Beth Rementer, a spokesperson for House Majority Leader Matt Bradford, told City & State that Pennsylvanians shouldn’t be worried that Norfolk Southern’s spending will hinder action on proposals to overhaul rail transportation laws and regulations.
“Our focus is on ensuring Pennsylvanians are safe and we certainly prioritize public safety over special interests,” Rementer said. “In light of the emergency in Ohio and the vast network of rails throughout Pennsylvania, House Democrats are taking steps to improve rail safety and prevent another disaster.

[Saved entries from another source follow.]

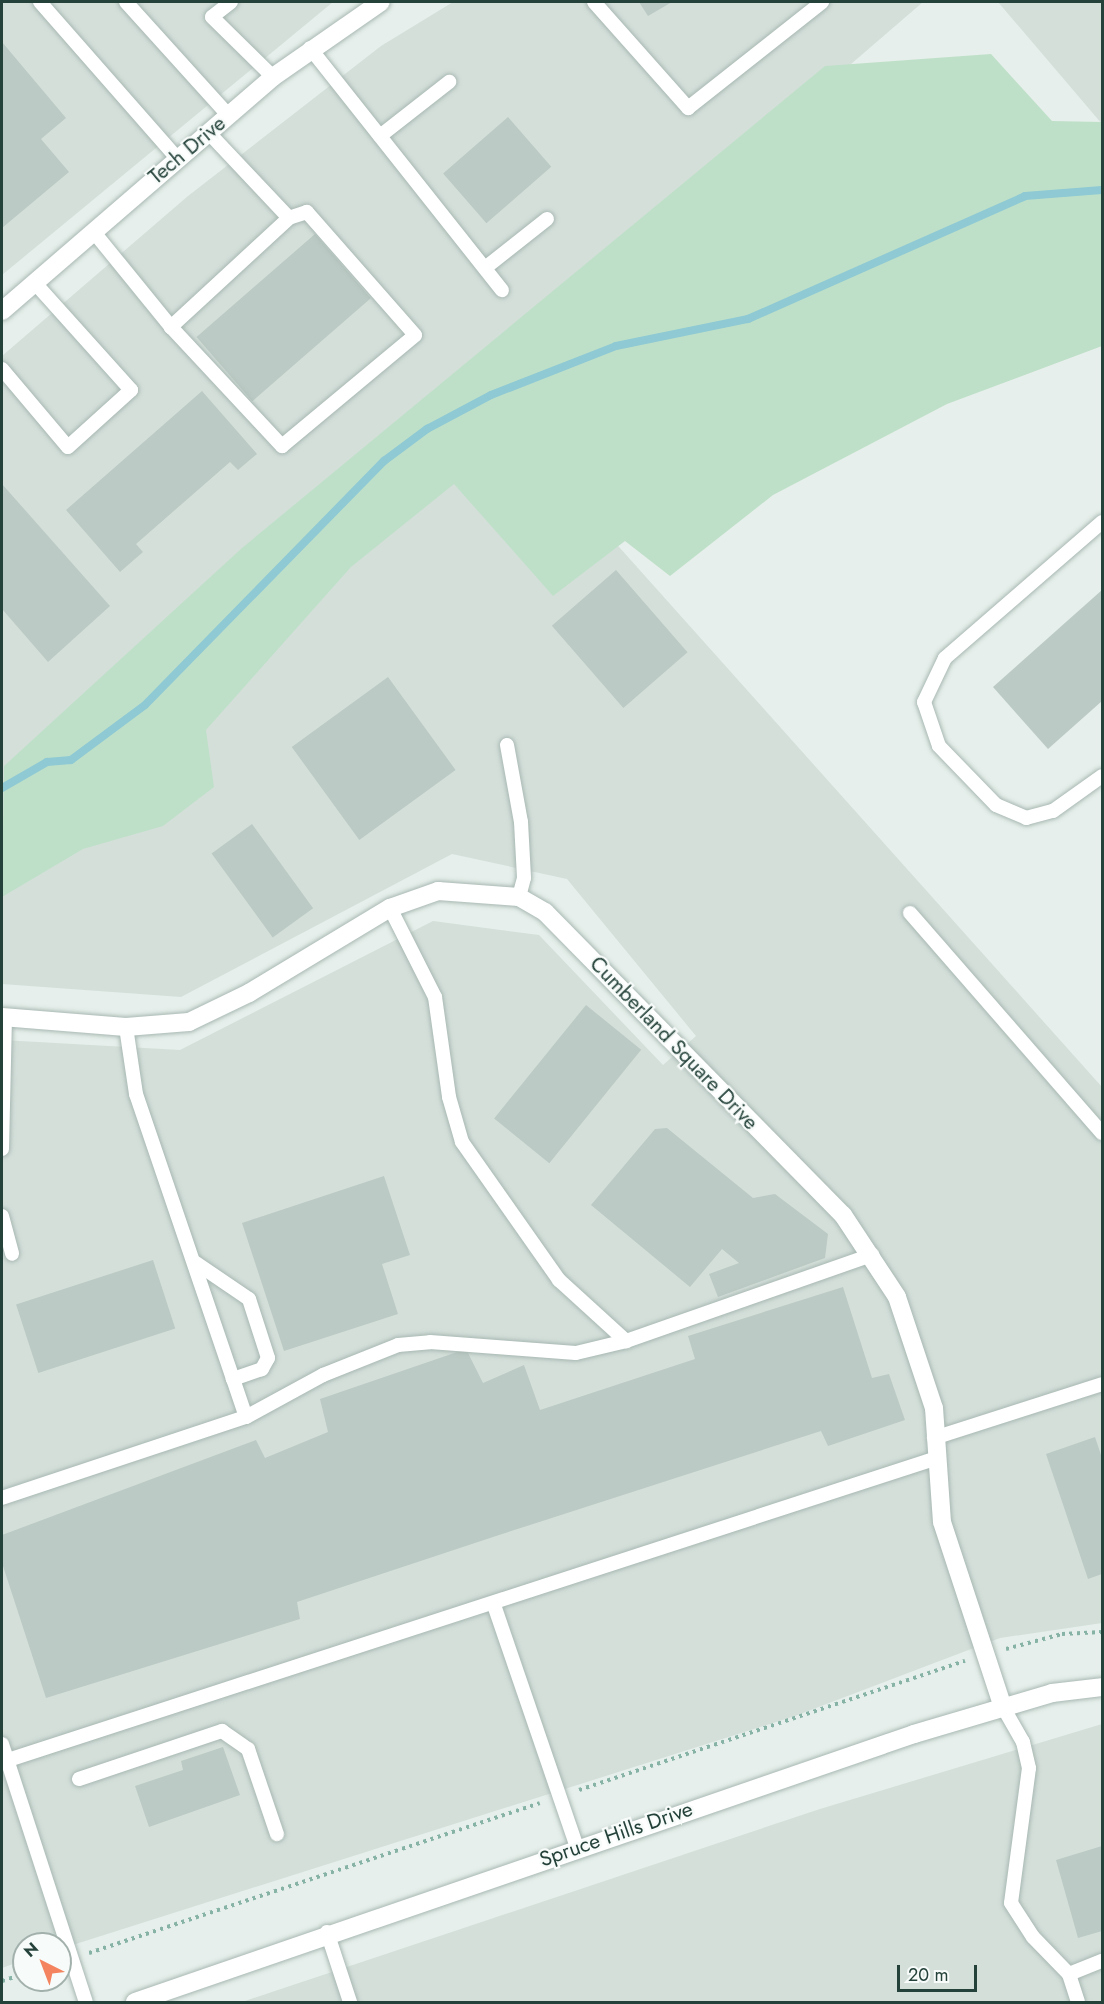 <!DOCTYPE html>
<html>
<head>
<meta charset="utf-8">
<style>
  body { margin:0 }
  #map { position:relative; width:1104px; height:2004px; overflow:hidden; background:#e6efeb; font-family:Jost,sans-serif }
  div>[style] { position:absolute }
  .built>* { inset:0; background:#d4dfda }
  .green>* { inset:0; background:#bfe0c8 }
  .stream>* { height:8px; margin:-4px; padding:0 4px; transform-origin:4px; border-radius:4px; background:#8ec9d4 }
  .building>* { inset:0; background:#bbcac4; transform-origin:0 0 }
  .path>* { height:4px; margin-top:-2px; transform-origin:0; background:repeating-linear-gradient(90deg,#86b3a5 0 3px,transparent 0 7.5px) }
  .roads { filter:drop-shadow(0 0 2px #a8b8b2) drop-shadow(0 0 2px #a8b8b2) }
  .lane>* { height:14px; margin:-7px; padding:0 7px; transform-origin:7px; border-radius:7px; background:#fff }
  .street>* { height:18px; margin:-9px; padding:0 9px; transform-origin:9px; border-radius:9px; background:#fff }
  .secondary>* { height:18px; margin:-9px; padding:0 9px; transform-origin:9px; border-radius:9px; background:#fff }
  span { translate:-50% -50%; white-space:nowrap; text-align:center; line-height:1.15; -webkit-text-stroke:4.5px #f7fbf9; paint-order:stroke }
  .street-label { font-size:21px; color:#24423a }
  .frame { position:absolute; inset:0; border:3px solid #24423a; pointer-events:none }
  .north { position:absolute; left:12px; top:1932px; width:60px; height:60px; box-sizing:border-box; background:#f7fbf9; border:2px solid #a3b1ad; border-radius:50%; rotate:318deg; font-size:16px; font-weight:700; line-height:24px; text-align:center; color:#24423a }
  .north::after { content:''; display:block; margin:auto; width:21px; height:27px; background:#f4845f; clip-path:polygon(50% 0,100% 100%,50% 72%,0 100%) }
  .scale { position:absolute; left:897px; top:1965px; width:80px; height:27px; box-sizing:border-box; border:3px solid #24423a; border-top:0; padding-left:8px; font-size:18px; line-height:21px; white-space:nowrap; color:#24423a; -webkit-text-stroke:4px #f7fbf9; paint-order:stroke }
</style>
</head>
<body>
<div id="map">
  <div class="built">
    <i style="clip-path:polygon(2px 2px,333px 2px,2px 275px)"></i>
    <i style="clip-path:polygon(453px 2px,923px 2px,476px 387px,1102px 1087px,1102px 1623px,1000px 1638px,795px 1716px,60px 1949px,60px 1944px,24px 1944px,24px 1960px,2px 1968px,2px 1040px,180px 1050px,433px 921px,539px 935px,663px 1065px,696px 1036px,567px 879px,452px 854px,181px 997px,2px 984px,2px 356px,188px 196px,381px 46px)"></i>
    <i style="clip-path:polygon(998px 2px,1102px 2px,1102px 124px)"></i>
    <i style="clip-path:polygon(1102px 1724px,1102px 2002px,242px 2002px,820px 1809px)"></i>
  </div>
  <div class="green">
    <i style="clip-path:polygon(991px 54px,1052px 121px,1102px 122px,1102px 346px,947px 404px,773px 495px,670px 576px,625px 541px,553px 596px,454px 484px,351px 567px,206px 730px,214px 787px,163px 826px,83px 849px,2px 897px,4px 766px,242px 548px,825px 66px)"></i>
  </div>
  <div class="stream">
    <i style="left:2px;top:788px;width:52px;rotate:-30deg"></i>
    <i style="left:47px;top:762px;width:24px;rotate:-5deg"></i>
    <i style="left:71px;top:760px;width:92px;rotate:-36.6deg"></i>
    <i style="left:145px;top:705px;width:342px;rotate:-45.6deg"></i>
    <i style="left:384px;top:461px;width:54px;rotate:-36.7deg"></i>
    <i style="left:427px;top:429px;width:72px;rotate:-28deg"></i>
    <i style="left:491px;top:395px;width:134px;rotate:-21.4deg"></i>
    <i style="left:616px;top:346px;width:135px;rotate:-11.6deg"></i>
    <i style="left:748px;top:319px;width:303px;rotate:-23.9deg"></i>
    <i style="left:1025px;top:196px;width:77px;rotate:-4.5deg"></i>
  </div>
  <div class="building">
    <i style="clip-path:polygon(639px 2px,672px 2px,648px 16px)"></i>
    <i style="clip-path:polygon(2px 42px,66px 118px,41px 139px,69px 172px,2px 228px)"></i>
    <i style="left:508px;top:117px;width:66px;height:86px;rotate:49deg"></i>
    <i style="left:315px;top:234px;width:85px;height:157px;rotate:49deg"></i>
    <i style="clip-path:polygon(202px 391px,257px 454px,238px 470px,230px 462px,136px 544px,143px 552px,120px 572px,66px 510px)"></i>
    <i style="clip-path:polygon(2px 484px,110px 606px,48px 662px,2px 609px)"></i>
    <i style="left:616px;top:570px;width:109px;height:85px;rotate:49deg"></i>
    <i style="clip-path:polygon(1102px 590px,1102px 701px,1048px 749px,993px 687px)"></i>
    <i style="left:388px;top:677px;width:115px;height:119px;rotate:54deg"></i>
    <i style="left:252px;top:824px;width:104px;height:50px;rotate:54deg"></i>
    <i style="left:586px;top:1005px;width:71px;height:146px;rotate:39deg"></i>
    <i style="clip-path:polygon(667px 1128px,753px 1198px,775px 1194px,828px 1234px,825px 1258px,718px 1297px,709px 1274px,739px 1263px,722px 1249px,690px 1287px,591px 1205px,655px 1129px)"></i>
    <i style="clip-path:polygon(384px 1176px,410px 1255px,382px 1264px,398px 1314px,284px 1351px,242px 1223px)"></i>
    <i style="left:153px;top:1260px;width:72px;height:144px;rotate:72deg"></i>
    <i style="clip-path:polygon(843px 1287px,872px 1378px,889px 1374px,905px 1420px,828px 1446px,821px 1431px,496px 1536px,297px 1602px,300px 1619px,46px 1698px,2px 1563px,2px 1535px,256px 1440px,265px 1458px,328px 1432px,320px 1399px,466px 1349px,483px 1383px,524px 1365px,540px 1410px,695px 1359px,688px 1336px)"></i>
    <i style="clip-path:polygon(1095px 1437px,1102px 1458px,1102px 1574px,1088px 1579px,1046px 1454px)"></i>
    <i style="clip-path:polygon(223px 1747px,240px 1795px,149px 1827px,135px 1786px,183px 1770px,181px 1761px)"></i>
    <i style="clip-path:polygon(1102px 1846px,1102px 1931px,1078px 1938px,1056px 1860px)"></i>
  </div>
  <div class="path">
    <i style="left:1006px;top:1649px;width:58px;rotate:-15deg"></i>
    <i style="left:1062px;top:1634px;width:40px;rotate:-2.9deg"></i>
    <i style="left:579px;top:1790px;width:407px;rotate:-18.5deg"></i>
    <i style="left:89px;top:1953px;width:475px;rotate:-18.4deg"></i>
    <i style="left:2px;top:1981px;width:23px;rotate:-18deg"></i>
  </div>
  <div class="roads">
    <div class="lane">
      <i style="left:40px;top:2px;width:208px;rotate:48.7deg"></i>
      <i style="left:126px;top:2px;width:152px;rotate:47.9deg"></i>
      <i style="left:231px;top:2px;width:24px;rotate:142deg"></i>
      <i style="left:212px;top:17px;width:86px;rotate:44.5deg"></i>
      <i style="left:594px;top:2px;width:142px;rotate:48.4deg"></i>
      <i style="left:688px;top:108px;width:171px;rotate:-38.3deg"></i>
      <i style="left:310px;top:48px;width:309px;rotate:51.6deg"></i>
      <i style="left:208px;top:132px;width:118px;rotate:46.7deg"></i>
      <i style="left:380px;top:136px;width:88px;rotate:-38deg"></i>
      <i style="left:93px;top:231px;width:124px;rotate:50.9deg"></i>
      <i style="left:171px;top:327px;width:163px;rotate:47deg"></i>
      <i style="left:282px;top:446px;width:173px;rotate:-39.8deg"></i>
      <i style="left:415px;top:335px;width:164px;rotate:-131.3deg"></i>
      <i style="left:307px;top:212px;width:19px;rotate:162deg"></i>
      <i style="left:289px;top:218px;width:161px;rotate:137.3deg"></i>
      <i style="left:485px;top:268px;width:79px;rotate:-38.3deg"></i>
      <i style="left:2px;top:369px;width:102px;rotate:49.8deg"></i>
      <i style="left:68px;top:447px;width:85px;rotate:-42.1deg"></i>
      <i style="left:131px;top:390px;width:145px;rotate:-131.9deg"></i>
      <i style="left:1102px;top:522px;width:208px;rotate:139.1deg"></i>
      <i style="left:945px;top:658px;width:49px;rotate:115.5deg"></i>
      <i style="left:924px;top:702px;width:46px;rotate:71.2deg"></i>
      <i style="left:939px;top:746px;width:82px;rotate:46deg"></i>
      <i style="left:996px;top:805px;width:33px;rotate:23deg"></i>
      <i style="left:1026px;top:818px;width:28px;rotate:-15deg"></i>
      <i style="left:1053px;top:811px;width:60px;rotate:-35.5deg"></i>
      <i style="left:507px;top:745px;width:78px;rotate:79.7deg"></i>
      <i style="left:521px;top:822px;width:56px;rotate:86.9deg"></i>
      <i style="left:524px;top:878px;width:20px;rotate:105deg"></i>
      <i style="left:390px;top:908px;width:100px;rotate:63.2deg"></i>
      <i style="left:435px;top:997px;width:101px;rotate:82deg"></i>
      <i style="left:449px;top:1097px;width:47px;rotate:73.9deg"></i>
      <i style="left:462px;top:1142px;width:169px;rotate:54.9deg"></i>
      <i style="left:559px;top:1280px;width:91px;rotate:42.3deg"></i>
      <i style="left:910px;top:913px;width:292px;rotate:48.9deg"></i>
      <i style="left:126px;top:1027px;width:68px;rotate:81.5deg"></i>
      <i style="left:136px;top:1094px;width:341px;rotate:71.2deg"></i>
      <i style="left:2px;top:1149px;width:131px;rotate:-88.7deg"></i>
      <i style="left:2px;top:1216px;width:39px;rotate:75deg"></i>
      <i style="left:196px;top:1263px;width:64px;rotate:34.2deg"></i>
      <i style="left:249px;top:1299px;width:62px;rotate:72.1deg"></i>
      <i style="left:268px;top:1358px;width:13px;rotate:119deg"></i>
      <i style="left:262px;top:1369px;width:31px;rotate:161deg"></i>
      <i style="left:934px;top:1438px;width:176px;rotate:-17.8deg"></i>
      <i style="left:2px;top:1498px;width:257px;rotate:-18.4deg"></i>
      <i style="left:246px;top:1417px;width:88px;rotate:-28.6deg"></i>
      <i style="left:323px;top:1375px;width:81px;rotate:-21.8deg"></i>
      <i style="left:398px;top:1345px;width:32px;rotate:-5deg"></i>
      <i style="left:430px;top:1342px;width:146px;rotate:4.3deg"></i>
      <i style="left:576px;top:1353px;width:51px;rotate:-13.5deg"></i>
      <i style="left:626px;top:1341px;width:261px;rotate:-19.3deg"></i>
      <i style="left:494px;top:1605px;width:256px;rotate:71.1deg"></i>
      <i style="left:1003px;top:1707px;width:40px;rotate:60.3deg"></i>
      <i style="left:1023px;top:1742px;width:27px;rotate:77deg"></i>
      <i style="left:1029px;top:1768px;width:136px;rotate:97.6deg"></i>
      <i style="left:1011px;top:1903px;width:40px;rotate:57.1deg"></i>
      <i style="left:1033px;top:1937px;width:52px;rotate:45.8deg"></i>
      <i style="left:2px;top:1744px;width:271px;rotate:72deg"></i>
      <i style="left:2px;top:1762px;width:980px;rotate:-18.01deg"></i>
      <i style="left:79px;top:1779px;width:151px;rotate:-18.6deg"></i>
      <i style="left:222px;top:1731px;width:32px;rotate:35deg"></i>
      <i style="left:248px;top:1749px;width:90px;rotate:71.2deg"></i>
      <i style="left:327px;top:1932px;width:74px;rotate:71.8deg"></i>
      <i style="left:1078px;top:2002px;width:29px;rotate:-108deg"></i>
      <i style="left:1069px;top:1974px;width:35px;rotate:-22deg"></i>
    </div>
    <div class="street">
      <i style="left:2px;top:311px;width:358px;rotate:-40.8deg"></i>
      <i style="left:273px;top:77px;width:131px;rotate:-34.8deg"></i>
      <i style="left:2px;top:1017px;width:124px;rotate:4.6deg"></i>
      <i style="left:126px;top:1027px;width:63px;rotate:-4.5deg"></i>
      <i style="left:189px;top:1022px;width:67px;rotate:-25.8deg"></i>
      <i style="left:249px;top:993px;width:165px;rotate:-31.1deg"></i>
      <i style="left:390px;top:908px;width:51px;rotate:-19.5deg"></i>
      <i style="left:438px;top:891px;width:81px;rotate:4.2deg"></i>
      <i style="left:519px;top:897px;width:30px;rotate:30deg"></i>
      <i style="left:545px;top:912px;width:425px;rotate:45.5deg"></i>
      <i style="left:843px;top:1215px;width:98px;rotate:56.6deg"></i>
      <i style="left:897px;top:1297px;width:117px;rotate:71.6deg"></i>
      <i style="left:934px;top:1408px;width:114px;rotate:86deg"></i>
      <i style="left:942px;top:1522px;width:195px;rotate:71.8deg"></i>
    </div>
    <div class="secondary">
      <i style="left:135px;top:2002px;width:824px;rotate:-18.98deg"></i>
      <i style="left:914px;top:1734px;width:144px;rotate:-16.5deg"></i>
      <i style="left:1052px;top:1693px;width:50px;rotate:-6.8deg"></i>
    </div>
  </div>
  <div class="street-label">
    <span style="left:187px;top:150px;rotate:-40deg">Tech Drive</span>
    <span style="left:674px;top:1043px;rotate:46deg">Cumberland Square Drive</span>
    <span style="left:616px;top:1834px;rotate:-19deg">Spruce Hills Drive</span>
  </div>
  <div class="frame"></div>
  <div class="north">N</div>
  <div class="scale">20 m</div>
</div>
</body>
</html>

Rementer added that the House Democratic Caucus will review proposals introduced by members of both parties that are designed to prevent future derailments.
A spokesperson for the Senate Republican Caucus was contacted by City & State for this story, but did not respond to a request for comment.
To Christmas, the best way to limit the influence of corporations and other interests is to update the state’s campaign finance laws, as Pennsylvania currently has no limits on the amount of money that can be contributed to state lawmakers—a whole separate conversation from rail safety reforms that will also require proper buy-in from the general assembly.
“A big problem we have in Pennsylvania, especially in terms of money being spent to influence elections, is that Pennsylvania continues to be the Wild Wild West compared to many other states,” Christmas said.
“There have been some lawmakers that have tried to push for reform,” he added. “Both sides of the aisle pushed for lobbying reform, pushed for campaign finance reform, but … you’ve got to get the votes in these chambers. This is always something we're hopeful the next legislature, and in this case the current legislature, will take more seriously.”